***** Records to use *****
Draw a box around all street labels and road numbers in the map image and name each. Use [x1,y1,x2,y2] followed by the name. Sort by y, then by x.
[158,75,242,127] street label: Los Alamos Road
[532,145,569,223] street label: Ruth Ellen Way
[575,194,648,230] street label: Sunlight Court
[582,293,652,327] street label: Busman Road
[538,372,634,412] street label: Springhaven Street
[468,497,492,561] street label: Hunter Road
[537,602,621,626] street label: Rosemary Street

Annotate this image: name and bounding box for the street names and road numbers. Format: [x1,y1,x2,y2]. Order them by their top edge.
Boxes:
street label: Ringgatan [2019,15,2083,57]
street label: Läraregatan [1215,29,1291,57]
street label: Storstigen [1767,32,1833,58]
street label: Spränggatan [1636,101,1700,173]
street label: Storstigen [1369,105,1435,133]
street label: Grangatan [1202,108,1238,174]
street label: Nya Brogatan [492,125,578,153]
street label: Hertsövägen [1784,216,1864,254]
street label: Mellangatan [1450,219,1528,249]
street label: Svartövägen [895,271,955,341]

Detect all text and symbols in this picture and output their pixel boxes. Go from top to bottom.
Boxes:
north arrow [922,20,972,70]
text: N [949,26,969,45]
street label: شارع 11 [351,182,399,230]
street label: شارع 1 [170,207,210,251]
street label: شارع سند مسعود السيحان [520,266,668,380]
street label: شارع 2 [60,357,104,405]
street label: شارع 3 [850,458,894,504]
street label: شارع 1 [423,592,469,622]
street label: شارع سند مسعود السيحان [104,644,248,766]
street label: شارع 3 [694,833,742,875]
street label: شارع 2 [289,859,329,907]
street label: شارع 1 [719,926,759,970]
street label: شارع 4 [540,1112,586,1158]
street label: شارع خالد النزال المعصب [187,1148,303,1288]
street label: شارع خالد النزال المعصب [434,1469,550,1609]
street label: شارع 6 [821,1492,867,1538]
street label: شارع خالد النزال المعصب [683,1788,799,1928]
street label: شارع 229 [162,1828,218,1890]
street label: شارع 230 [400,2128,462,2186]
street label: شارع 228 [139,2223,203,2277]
*****
Problem requirements »
Which lines above contain the word "their"? Copy all of them.

Task output »
Annotate this image: name and bounding box for the street names and road numbers. Format: [x1,y1,x2,y2]. Order them by their top edge.
Detect all text and symbols in this picture and output their pixel boxes. Go from top to bottom.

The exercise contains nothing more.